TASK DETAILS. From the following material, work out how many lines include the string "یازدهم"; respond with the number only.

DATA EXCERPTS.
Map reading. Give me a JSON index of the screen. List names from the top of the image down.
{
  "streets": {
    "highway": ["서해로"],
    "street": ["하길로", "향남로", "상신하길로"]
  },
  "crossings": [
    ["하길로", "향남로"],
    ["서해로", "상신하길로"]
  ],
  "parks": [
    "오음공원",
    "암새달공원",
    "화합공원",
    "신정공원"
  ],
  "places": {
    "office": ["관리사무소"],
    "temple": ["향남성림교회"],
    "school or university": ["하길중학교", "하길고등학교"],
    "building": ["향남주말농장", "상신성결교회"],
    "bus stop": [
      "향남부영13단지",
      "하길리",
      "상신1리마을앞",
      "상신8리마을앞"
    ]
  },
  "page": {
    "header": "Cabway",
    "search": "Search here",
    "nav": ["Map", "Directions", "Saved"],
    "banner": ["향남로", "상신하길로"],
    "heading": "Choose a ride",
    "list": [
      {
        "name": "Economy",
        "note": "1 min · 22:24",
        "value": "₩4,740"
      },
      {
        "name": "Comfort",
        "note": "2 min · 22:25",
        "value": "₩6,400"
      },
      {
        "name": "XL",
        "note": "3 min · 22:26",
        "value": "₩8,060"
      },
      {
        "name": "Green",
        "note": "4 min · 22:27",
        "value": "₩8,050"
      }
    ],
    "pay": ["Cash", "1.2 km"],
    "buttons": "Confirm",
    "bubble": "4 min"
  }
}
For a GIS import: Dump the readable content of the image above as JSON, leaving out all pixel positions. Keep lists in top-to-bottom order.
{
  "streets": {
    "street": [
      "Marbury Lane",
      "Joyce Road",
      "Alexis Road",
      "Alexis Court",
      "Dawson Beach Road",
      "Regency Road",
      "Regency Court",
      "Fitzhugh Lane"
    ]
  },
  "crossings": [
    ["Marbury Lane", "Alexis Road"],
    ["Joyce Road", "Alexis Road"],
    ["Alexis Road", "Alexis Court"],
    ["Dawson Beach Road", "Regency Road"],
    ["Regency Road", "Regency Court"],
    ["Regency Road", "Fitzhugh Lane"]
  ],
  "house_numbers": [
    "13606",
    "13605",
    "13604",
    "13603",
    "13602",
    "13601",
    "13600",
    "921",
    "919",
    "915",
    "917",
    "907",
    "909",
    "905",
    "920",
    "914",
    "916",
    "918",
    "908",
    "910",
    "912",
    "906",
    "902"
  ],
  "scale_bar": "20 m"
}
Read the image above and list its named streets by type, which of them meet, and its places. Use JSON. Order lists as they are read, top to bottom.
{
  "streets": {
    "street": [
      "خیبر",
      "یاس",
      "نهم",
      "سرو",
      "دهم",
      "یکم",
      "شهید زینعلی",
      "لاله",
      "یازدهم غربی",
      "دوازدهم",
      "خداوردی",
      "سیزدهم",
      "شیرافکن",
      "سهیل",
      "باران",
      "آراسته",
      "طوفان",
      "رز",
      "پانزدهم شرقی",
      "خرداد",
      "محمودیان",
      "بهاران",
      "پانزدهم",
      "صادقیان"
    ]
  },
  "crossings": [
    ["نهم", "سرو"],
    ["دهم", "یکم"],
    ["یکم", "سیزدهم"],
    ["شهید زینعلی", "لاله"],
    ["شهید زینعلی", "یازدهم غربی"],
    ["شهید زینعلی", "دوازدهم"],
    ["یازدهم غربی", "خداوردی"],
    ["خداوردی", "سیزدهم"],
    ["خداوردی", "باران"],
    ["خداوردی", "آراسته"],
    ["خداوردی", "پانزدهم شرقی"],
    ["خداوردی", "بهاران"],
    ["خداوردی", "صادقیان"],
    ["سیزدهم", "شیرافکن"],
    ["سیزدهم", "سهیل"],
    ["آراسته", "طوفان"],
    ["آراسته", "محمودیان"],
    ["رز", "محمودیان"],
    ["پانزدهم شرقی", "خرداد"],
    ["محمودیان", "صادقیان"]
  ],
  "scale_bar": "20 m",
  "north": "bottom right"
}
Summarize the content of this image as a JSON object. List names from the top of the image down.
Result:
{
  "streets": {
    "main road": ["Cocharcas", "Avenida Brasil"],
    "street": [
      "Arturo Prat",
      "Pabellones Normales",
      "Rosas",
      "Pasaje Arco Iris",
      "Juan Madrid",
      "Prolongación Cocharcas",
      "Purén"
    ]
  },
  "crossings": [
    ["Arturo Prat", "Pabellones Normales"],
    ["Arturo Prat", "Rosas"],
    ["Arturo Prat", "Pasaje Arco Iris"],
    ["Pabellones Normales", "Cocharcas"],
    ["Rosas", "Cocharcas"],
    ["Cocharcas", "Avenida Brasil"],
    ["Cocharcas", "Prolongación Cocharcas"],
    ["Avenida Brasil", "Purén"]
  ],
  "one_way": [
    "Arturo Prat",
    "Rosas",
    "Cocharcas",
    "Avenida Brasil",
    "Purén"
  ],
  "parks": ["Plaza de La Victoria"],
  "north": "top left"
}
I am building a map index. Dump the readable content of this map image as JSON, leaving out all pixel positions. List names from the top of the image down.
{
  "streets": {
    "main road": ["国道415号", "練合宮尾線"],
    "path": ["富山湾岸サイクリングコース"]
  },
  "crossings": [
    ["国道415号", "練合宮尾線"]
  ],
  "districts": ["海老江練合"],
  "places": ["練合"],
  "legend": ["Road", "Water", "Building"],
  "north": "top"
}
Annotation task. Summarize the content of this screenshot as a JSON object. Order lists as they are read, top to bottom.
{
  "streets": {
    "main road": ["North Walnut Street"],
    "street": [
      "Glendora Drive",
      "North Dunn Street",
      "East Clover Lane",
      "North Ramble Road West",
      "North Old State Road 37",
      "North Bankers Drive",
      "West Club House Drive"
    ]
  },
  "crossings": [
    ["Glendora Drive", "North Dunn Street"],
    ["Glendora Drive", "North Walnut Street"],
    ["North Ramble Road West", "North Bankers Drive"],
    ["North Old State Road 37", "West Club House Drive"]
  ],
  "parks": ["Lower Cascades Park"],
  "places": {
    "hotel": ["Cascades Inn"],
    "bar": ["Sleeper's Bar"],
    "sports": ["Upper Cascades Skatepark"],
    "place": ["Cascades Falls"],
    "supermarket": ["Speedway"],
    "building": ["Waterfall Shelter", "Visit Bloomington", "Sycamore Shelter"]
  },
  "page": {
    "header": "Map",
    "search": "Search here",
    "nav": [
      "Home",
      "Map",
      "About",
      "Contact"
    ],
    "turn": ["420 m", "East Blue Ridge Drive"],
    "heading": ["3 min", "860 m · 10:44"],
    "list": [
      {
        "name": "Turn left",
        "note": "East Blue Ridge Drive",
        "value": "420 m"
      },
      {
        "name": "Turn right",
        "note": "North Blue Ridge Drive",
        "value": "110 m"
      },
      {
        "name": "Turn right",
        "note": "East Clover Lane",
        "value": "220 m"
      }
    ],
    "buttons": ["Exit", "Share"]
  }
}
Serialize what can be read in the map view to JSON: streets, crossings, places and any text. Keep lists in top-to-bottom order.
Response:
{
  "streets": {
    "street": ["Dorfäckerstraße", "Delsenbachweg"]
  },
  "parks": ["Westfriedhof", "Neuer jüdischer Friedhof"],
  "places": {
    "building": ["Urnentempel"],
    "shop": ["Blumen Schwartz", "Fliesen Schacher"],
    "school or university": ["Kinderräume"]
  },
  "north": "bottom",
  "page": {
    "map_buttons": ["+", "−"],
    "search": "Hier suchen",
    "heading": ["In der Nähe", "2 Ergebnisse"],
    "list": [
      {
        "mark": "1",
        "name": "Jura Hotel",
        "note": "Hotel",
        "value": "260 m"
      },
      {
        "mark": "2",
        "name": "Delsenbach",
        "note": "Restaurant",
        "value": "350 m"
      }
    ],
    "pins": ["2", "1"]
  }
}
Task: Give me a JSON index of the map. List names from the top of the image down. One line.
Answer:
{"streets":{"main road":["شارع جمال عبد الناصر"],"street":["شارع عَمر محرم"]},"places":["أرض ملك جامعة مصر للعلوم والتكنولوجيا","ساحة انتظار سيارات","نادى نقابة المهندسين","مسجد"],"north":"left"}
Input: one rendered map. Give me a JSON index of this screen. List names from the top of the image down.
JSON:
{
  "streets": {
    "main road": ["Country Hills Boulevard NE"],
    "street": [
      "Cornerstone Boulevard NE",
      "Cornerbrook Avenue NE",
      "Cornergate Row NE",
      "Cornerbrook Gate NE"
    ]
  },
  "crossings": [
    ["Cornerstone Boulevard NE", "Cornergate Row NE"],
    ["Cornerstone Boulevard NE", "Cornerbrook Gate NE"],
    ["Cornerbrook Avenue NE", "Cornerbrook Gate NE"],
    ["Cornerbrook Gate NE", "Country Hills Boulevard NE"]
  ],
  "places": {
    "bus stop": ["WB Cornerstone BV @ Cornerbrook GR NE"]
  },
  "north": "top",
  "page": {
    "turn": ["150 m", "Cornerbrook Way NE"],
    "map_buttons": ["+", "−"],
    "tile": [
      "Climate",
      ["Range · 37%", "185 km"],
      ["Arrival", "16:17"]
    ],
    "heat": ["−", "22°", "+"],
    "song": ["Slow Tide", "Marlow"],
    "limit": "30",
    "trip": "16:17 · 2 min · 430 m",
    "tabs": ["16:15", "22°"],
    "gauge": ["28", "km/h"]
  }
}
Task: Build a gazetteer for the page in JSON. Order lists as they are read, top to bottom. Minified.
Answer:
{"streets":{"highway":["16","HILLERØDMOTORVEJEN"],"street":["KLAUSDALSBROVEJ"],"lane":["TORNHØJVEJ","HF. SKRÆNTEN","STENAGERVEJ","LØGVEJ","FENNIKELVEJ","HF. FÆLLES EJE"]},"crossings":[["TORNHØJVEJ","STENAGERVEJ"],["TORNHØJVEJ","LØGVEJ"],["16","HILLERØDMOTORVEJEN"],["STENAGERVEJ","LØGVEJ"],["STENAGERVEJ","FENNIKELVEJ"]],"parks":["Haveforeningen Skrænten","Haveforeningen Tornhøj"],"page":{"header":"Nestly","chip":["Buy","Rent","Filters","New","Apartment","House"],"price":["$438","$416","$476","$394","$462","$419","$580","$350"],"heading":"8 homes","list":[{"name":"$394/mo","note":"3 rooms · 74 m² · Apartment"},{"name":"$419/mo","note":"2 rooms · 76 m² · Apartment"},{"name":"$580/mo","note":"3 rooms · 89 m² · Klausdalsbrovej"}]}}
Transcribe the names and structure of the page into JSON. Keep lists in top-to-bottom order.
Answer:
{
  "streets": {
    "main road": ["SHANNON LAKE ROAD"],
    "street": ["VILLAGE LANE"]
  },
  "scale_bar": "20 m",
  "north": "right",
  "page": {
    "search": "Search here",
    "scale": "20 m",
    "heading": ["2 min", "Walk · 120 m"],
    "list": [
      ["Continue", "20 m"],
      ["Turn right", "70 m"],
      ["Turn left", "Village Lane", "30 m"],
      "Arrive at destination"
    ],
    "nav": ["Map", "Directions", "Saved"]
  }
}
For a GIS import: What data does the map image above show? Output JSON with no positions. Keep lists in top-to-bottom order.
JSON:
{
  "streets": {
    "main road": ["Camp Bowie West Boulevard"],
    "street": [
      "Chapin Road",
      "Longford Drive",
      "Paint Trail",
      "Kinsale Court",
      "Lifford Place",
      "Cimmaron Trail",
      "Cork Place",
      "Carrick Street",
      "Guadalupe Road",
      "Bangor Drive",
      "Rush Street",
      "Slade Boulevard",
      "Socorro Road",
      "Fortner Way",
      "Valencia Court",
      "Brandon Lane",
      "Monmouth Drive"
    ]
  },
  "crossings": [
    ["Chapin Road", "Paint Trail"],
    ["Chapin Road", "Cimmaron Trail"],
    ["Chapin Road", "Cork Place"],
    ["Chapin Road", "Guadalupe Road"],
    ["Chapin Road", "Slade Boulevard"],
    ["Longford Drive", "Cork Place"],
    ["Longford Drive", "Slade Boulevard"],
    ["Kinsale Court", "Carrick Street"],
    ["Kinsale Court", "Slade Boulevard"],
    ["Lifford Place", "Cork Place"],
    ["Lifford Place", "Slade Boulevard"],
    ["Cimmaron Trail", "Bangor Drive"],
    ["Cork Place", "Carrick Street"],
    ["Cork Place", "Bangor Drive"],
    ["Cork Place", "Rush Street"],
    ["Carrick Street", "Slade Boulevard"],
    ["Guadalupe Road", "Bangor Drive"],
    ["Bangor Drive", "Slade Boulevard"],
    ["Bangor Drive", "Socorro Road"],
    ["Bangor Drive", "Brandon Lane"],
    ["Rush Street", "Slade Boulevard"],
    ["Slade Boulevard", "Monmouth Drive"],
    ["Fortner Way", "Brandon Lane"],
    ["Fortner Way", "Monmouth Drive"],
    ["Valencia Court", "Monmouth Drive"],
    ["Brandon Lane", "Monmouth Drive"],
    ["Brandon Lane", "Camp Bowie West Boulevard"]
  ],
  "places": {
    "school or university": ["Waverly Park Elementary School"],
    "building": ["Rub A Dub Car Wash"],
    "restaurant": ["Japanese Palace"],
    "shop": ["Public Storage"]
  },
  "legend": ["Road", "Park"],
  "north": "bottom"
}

RESULT. 3